Exercise goal
In the data below, which lines hold the word "direction"? Copy them.

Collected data
****

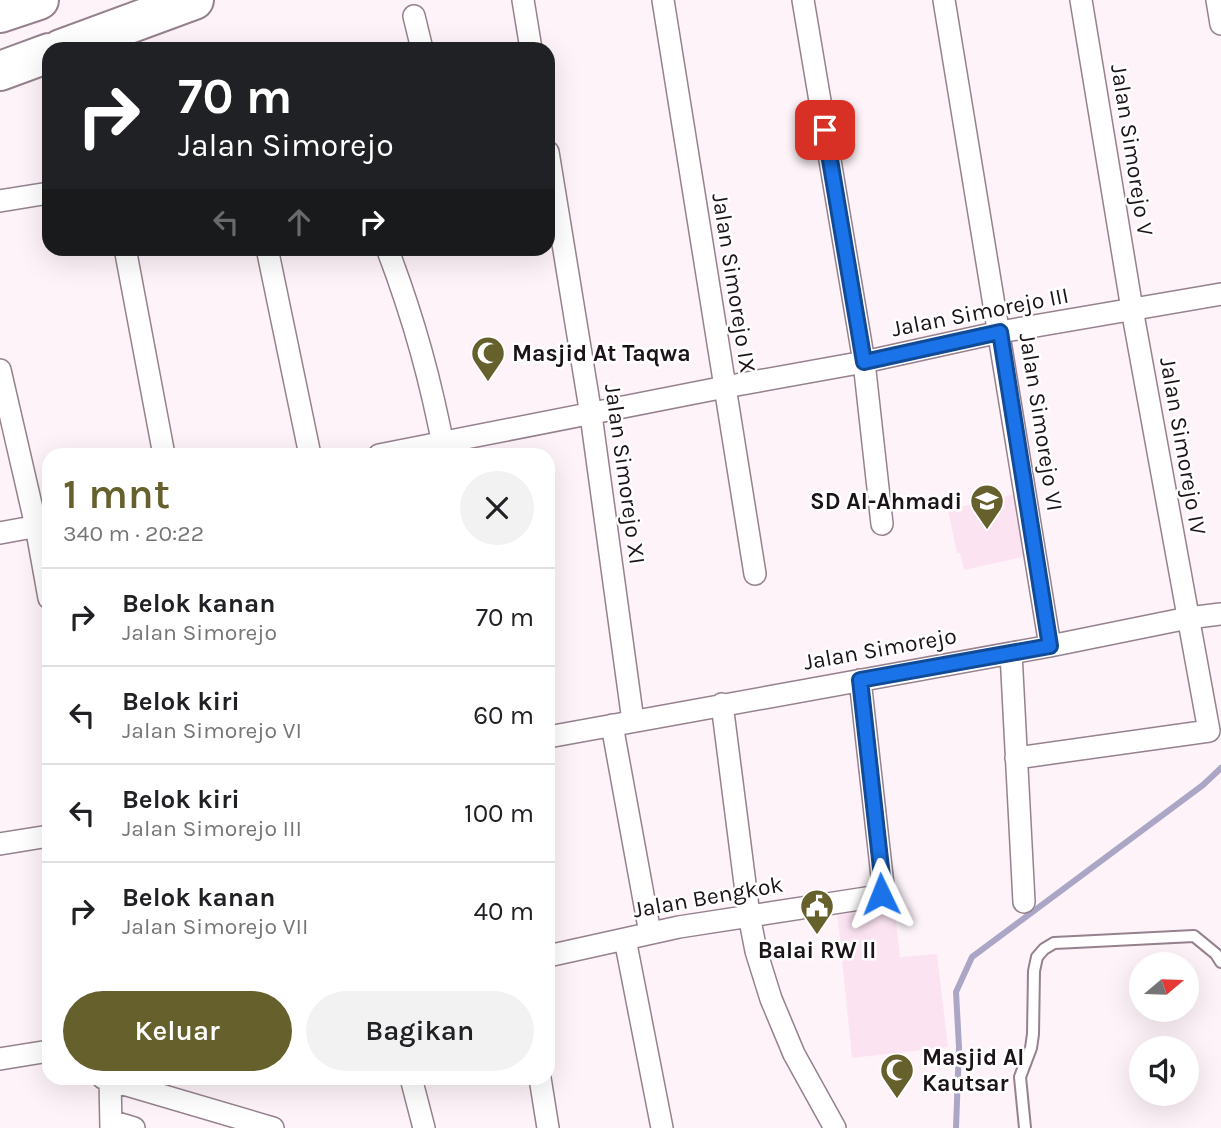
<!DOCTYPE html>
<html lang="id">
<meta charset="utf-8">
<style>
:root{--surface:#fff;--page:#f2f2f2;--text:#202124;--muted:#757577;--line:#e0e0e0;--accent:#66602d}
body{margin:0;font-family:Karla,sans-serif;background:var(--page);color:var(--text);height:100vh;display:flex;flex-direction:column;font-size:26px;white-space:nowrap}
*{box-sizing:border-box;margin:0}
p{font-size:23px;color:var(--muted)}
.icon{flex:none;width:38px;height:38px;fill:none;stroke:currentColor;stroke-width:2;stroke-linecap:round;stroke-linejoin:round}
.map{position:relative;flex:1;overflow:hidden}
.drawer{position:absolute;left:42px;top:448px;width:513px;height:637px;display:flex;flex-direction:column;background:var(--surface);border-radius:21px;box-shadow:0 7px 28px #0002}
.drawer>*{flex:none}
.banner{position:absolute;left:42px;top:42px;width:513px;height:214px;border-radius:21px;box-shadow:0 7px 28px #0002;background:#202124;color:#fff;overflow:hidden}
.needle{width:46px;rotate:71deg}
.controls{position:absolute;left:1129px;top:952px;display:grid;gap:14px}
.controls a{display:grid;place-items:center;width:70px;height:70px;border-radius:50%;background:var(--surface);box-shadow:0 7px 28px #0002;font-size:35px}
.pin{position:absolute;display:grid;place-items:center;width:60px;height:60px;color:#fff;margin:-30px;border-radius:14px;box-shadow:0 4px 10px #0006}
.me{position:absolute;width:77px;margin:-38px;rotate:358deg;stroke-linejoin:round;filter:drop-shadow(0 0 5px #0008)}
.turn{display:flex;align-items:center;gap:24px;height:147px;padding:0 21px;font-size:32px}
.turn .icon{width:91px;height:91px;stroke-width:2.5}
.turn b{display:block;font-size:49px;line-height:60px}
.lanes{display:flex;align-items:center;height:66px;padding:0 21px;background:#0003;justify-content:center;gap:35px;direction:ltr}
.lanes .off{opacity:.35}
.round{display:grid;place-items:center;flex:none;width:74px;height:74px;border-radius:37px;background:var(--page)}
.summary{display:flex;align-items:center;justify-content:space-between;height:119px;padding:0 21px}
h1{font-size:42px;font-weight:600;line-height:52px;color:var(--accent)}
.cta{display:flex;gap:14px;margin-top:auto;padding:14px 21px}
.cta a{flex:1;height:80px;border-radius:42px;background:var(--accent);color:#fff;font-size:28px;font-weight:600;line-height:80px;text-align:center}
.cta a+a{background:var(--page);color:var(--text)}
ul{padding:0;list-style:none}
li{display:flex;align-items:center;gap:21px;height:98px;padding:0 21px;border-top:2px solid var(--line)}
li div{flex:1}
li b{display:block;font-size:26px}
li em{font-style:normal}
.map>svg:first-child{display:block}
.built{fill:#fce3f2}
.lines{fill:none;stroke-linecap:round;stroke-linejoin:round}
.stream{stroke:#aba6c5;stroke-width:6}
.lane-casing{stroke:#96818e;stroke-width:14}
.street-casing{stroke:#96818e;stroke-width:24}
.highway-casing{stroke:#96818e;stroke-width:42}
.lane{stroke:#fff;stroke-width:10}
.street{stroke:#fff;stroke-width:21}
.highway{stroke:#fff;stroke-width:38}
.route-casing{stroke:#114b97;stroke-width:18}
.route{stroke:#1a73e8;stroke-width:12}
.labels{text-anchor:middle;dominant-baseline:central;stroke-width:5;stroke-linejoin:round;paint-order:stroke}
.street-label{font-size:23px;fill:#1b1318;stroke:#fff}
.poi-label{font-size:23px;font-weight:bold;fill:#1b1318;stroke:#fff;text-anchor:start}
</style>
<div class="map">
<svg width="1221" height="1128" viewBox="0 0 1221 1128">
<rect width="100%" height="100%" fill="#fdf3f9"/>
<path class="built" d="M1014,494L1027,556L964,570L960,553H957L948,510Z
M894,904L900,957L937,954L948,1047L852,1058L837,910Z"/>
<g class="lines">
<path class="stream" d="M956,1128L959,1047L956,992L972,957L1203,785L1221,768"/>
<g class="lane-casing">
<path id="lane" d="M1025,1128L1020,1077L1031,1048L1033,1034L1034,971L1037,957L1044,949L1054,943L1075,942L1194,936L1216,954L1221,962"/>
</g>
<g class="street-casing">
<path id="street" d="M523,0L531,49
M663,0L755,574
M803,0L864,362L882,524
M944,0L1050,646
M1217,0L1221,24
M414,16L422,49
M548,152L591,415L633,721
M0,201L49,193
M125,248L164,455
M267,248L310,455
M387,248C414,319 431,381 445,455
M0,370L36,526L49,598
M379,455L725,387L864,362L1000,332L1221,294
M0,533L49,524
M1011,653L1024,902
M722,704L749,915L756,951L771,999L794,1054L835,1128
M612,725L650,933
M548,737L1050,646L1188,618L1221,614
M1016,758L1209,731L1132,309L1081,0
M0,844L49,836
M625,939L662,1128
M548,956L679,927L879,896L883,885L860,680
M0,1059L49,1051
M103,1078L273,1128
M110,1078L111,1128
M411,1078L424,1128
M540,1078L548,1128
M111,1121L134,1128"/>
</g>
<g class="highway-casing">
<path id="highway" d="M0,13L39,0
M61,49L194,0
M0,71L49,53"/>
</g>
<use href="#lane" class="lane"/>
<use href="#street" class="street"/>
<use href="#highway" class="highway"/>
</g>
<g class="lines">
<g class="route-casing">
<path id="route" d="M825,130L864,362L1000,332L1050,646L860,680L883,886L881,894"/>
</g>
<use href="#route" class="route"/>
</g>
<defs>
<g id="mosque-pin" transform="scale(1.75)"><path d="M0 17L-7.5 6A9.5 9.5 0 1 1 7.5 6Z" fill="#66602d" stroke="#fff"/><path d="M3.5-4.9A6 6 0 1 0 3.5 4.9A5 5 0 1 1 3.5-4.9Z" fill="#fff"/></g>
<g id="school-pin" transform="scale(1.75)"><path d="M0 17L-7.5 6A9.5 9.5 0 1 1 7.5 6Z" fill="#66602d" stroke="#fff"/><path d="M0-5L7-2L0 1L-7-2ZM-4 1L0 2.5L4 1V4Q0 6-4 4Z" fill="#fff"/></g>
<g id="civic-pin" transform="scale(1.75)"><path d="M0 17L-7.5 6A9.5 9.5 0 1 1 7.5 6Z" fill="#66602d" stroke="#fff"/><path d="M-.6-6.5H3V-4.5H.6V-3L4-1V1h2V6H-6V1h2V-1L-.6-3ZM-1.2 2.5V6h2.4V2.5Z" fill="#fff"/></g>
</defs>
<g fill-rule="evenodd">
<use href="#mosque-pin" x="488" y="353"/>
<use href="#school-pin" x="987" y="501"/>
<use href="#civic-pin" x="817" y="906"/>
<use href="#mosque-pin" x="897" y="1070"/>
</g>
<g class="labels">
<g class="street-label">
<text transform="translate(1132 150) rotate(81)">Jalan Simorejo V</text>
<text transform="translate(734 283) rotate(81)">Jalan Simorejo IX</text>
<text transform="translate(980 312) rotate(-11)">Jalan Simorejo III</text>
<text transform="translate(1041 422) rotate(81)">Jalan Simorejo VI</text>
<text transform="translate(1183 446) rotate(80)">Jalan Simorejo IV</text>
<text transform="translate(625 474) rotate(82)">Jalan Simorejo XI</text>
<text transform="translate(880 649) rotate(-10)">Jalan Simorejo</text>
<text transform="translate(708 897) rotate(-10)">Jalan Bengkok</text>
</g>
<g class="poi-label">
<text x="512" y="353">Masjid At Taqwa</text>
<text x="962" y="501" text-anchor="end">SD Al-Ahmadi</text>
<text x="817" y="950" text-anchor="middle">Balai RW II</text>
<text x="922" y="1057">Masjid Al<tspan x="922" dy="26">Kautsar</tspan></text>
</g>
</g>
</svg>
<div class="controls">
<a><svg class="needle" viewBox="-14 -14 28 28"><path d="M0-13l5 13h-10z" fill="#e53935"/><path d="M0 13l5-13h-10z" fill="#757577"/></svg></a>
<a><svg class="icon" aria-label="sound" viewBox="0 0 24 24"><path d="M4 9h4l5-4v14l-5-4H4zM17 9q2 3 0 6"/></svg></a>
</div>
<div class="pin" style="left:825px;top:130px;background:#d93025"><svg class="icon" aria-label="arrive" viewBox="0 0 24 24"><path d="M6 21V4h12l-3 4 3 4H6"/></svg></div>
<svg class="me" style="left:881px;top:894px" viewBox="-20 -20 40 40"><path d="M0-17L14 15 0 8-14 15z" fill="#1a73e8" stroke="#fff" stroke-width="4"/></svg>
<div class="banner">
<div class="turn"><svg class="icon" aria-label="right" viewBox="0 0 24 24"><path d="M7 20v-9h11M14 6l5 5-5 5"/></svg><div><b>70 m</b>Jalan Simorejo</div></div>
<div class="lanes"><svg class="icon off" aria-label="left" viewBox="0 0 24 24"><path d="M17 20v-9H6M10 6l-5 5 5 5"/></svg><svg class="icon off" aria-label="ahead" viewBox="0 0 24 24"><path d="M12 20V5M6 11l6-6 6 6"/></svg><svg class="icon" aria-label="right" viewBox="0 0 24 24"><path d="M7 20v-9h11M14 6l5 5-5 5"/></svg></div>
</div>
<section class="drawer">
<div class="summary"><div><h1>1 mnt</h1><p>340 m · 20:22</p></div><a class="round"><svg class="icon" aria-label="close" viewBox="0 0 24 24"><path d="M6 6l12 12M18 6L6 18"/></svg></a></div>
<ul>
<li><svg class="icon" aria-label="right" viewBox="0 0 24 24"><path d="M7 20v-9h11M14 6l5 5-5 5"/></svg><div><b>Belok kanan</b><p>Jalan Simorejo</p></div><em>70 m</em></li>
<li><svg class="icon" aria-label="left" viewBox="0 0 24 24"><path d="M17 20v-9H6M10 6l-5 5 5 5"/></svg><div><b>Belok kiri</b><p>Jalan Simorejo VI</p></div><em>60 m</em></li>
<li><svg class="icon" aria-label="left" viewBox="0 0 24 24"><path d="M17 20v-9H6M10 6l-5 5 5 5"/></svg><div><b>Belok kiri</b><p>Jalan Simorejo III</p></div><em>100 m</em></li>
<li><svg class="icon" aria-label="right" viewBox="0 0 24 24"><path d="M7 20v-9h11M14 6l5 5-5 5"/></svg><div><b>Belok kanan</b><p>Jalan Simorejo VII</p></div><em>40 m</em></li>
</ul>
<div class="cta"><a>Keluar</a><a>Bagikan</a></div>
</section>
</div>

****

Expected answer
body{margin:0;font-family:Karla,sans-serif;background:var(--page);color:var(--text);height:100vh;display:flex;flex-direction:column;font-size:26px;white-space:nowrap}
.drawer{position:absolute;left:42px;top:448px;width:513px;height:637px;display:flex;flex-direction:column;background:var(--surface);border-radius:21px;box-shadow:0 7px 28px #0002}
.lanes{display:flex;align-items:center;height:66px;padding:0 21px;background:#0003;justify-content:center;gap:35px;direction:ltr}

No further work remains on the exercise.